* [TASK]
Wherever the word "bubble" appears in a line of the records, copy that line.

(Records contained in a dataset)

== == ==

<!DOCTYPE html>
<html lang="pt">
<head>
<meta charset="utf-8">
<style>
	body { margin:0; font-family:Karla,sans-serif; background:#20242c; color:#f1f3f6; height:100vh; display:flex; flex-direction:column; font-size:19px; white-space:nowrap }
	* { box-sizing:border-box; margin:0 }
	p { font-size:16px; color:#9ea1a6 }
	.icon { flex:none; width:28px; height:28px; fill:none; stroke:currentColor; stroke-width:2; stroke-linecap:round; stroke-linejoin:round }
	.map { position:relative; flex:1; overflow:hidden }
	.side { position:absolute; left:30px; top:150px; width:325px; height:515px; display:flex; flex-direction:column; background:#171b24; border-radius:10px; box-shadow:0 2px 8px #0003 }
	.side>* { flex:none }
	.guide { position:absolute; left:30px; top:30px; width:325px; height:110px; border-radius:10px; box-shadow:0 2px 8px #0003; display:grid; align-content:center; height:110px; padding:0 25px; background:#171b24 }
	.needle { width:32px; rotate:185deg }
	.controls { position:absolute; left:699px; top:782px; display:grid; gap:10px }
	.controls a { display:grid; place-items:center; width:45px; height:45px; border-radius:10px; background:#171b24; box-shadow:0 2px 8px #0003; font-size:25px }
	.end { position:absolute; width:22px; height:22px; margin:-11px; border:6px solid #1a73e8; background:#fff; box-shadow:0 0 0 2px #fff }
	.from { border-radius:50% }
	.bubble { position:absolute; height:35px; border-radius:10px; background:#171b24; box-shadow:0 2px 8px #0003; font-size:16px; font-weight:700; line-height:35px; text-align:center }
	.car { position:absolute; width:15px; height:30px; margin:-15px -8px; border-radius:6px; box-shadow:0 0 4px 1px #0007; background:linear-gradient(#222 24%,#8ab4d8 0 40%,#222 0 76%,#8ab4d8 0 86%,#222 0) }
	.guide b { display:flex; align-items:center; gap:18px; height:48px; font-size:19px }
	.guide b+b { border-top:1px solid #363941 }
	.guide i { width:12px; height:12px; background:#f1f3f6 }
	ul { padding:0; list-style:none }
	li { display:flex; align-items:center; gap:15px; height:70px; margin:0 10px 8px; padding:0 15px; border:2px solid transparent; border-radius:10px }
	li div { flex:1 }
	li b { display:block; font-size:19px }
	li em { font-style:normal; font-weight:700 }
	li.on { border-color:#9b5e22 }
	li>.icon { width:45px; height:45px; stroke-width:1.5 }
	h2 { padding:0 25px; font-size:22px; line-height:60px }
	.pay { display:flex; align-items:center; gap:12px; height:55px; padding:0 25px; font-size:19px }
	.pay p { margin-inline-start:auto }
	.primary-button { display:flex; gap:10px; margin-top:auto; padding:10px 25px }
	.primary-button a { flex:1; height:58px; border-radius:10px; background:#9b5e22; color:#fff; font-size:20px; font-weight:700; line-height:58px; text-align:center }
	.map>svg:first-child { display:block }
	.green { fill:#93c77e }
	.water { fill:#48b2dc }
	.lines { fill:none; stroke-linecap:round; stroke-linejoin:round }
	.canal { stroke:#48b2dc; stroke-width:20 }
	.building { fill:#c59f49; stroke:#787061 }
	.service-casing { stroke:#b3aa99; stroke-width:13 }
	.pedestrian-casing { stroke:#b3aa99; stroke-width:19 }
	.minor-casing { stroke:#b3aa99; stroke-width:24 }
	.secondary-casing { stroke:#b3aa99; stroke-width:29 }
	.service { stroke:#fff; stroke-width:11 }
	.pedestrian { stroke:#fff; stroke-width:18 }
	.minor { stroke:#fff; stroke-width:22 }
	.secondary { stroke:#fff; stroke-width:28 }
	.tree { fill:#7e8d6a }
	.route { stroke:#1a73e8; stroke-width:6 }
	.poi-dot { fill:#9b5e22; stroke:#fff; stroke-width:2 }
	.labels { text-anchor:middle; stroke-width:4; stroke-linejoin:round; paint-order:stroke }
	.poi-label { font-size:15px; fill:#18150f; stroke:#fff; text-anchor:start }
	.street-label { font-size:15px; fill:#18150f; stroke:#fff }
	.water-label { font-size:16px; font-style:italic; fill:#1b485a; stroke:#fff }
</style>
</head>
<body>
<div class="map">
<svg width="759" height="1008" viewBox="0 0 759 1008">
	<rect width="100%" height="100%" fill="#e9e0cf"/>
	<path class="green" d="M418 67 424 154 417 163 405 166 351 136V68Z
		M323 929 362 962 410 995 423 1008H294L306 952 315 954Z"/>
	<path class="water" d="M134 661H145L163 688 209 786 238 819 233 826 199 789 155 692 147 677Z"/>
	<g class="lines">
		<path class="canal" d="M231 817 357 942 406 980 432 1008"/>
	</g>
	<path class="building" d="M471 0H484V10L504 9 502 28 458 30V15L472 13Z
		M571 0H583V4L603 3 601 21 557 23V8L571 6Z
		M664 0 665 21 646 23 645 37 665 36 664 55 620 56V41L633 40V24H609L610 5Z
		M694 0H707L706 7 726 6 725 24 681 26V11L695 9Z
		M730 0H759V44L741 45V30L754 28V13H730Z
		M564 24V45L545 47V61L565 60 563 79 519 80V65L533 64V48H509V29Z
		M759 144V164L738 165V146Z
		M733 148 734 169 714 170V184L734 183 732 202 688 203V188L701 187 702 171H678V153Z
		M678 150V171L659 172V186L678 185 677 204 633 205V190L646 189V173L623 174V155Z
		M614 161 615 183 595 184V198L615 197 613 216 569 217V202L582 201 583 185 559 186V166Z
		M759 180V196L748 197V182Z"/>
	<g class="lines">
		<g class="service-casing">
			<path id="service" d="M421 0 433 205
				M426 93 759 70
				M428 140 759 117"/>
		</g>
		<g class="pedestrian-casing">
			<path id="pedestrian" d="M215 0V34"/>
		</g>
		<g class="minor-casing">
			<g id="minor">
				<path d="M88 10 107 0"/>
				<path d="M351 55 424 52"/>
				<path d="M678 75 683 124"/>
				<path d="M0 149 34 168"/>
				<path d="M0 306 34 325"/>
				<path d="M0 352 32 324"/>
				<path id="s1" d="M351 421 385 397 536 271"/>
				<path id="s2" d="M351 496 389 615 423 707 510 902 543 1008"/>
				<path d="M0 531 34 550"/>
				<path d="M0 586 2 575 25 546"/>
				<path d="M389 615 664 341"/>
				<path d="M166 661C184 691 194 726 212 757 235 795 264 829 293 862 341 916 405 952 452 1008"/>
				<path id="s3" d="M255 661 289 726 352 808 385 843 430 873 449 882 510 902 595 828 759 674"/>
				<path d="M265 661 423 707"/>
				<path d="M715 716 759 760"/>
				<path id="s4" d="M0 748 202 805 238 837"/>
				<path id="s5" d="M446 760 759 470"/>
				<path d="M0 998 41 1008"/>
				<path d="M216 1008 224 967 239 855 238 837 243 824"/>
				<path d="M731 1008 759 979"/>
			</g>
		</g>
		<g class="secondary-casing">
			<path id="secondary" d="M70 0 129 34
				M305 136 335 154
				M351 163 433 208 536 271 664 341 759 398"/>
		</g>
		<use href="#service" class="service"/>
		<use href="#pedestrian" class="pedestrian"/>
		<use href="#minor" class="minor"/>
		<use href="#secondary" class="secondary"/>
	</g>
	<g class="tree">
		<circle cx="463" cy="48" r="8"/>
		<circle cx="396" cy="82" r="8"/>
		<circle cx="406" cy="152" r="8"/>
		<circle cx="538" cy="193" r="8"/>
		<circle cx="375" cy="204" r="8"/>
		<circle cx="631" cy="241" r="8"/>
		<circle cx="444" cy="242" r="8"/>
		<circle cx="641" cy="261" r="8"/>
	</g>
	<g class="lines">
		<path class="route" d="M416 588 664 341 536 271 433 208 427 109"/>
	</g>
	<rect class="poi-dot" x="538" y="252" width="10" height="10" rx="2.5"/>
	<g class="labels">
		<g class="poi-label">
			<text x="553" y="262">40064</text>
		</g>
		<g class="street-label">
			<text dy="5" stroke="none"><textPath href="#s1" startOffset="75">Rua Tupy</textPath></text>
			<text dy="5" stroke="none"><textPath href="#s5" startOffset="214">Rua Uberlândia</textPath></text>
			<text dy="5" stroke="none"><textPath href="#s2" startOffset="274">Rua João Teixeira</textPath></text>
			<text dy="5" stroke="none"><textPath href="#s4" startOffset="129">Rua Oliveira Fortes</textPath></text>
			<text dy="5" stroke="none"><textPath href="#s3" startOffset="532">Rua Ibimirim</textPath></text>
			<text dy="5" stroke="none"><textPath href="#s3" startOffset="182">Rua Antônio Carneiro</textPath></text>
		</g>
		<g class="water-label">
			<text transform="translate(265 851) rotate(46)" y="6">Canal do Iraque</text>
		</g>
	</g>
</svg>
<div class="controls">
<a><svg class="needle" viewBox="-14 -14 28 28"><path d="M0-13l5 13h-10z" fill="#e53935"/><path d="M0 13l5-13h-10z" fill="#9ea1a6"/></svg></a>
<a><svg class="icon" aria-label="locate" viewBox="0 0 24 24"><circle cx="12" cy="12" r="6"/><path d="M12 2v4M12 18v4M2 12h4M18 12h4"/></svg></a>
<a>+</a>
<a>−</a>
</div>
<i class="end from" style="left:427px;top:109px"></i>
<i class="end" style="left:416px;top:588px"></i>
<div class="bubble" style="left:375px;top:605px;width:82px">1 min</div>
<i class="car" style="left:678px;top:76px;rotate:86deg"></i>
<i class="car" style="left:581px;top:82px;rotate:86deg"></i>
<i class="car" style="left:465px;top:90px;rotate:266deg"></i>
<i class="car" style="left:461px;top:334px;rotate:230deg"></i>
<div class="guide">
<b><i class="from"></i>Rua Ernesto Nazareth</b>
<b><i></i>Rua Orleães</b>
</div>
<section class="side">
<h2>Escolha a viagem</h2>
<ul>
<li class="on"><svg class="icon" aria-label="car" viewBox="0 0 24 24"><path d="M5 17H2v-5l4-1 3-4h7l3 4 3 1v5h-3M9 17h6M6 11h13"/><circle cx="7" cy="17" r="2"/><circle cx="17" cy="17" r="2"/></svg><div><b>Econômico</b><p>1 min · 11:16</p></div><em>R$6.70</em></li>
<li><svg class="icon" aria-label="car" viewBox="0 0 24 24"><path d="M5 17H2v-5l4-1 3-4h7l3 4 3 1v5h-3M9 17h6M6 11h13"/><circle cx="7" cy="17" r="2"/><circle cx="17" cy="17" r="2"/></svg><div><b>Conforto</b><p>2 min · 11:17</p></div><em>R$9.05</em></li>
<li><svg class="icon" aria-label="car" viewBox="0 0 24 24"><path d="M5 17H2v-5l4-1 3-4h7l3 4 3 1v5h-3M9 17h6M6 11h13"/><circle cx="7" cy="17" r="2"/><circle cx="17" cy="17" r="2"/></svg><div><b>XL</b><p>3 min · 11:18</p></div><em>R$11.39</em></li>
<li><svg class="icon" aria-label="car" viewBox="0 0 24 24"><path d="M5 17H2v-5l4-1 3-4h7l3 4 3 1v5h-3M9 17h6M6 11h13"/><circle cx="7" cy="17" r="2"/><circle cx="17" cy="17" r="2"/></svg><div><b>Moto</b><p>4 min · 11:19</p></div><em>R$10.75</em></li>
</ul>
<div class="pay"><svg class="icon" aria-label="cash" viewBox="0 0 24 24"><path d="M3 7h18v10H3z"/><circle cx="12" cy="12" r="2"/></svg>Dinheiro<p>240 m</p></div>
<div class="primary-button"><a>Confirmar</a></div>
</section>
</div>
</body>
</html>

== == ==

* [ANSWER BELOW]
	.bubble { position:absolute; height:35px; border-radius:10px; background:#171b24; box-shadow:0 2px 8px #0003; font-size:16px; font-weight:700; line-height:35px; text-align:center }
<div class="bubble" style="left:375px;top:605px;width:82px">1 min</div>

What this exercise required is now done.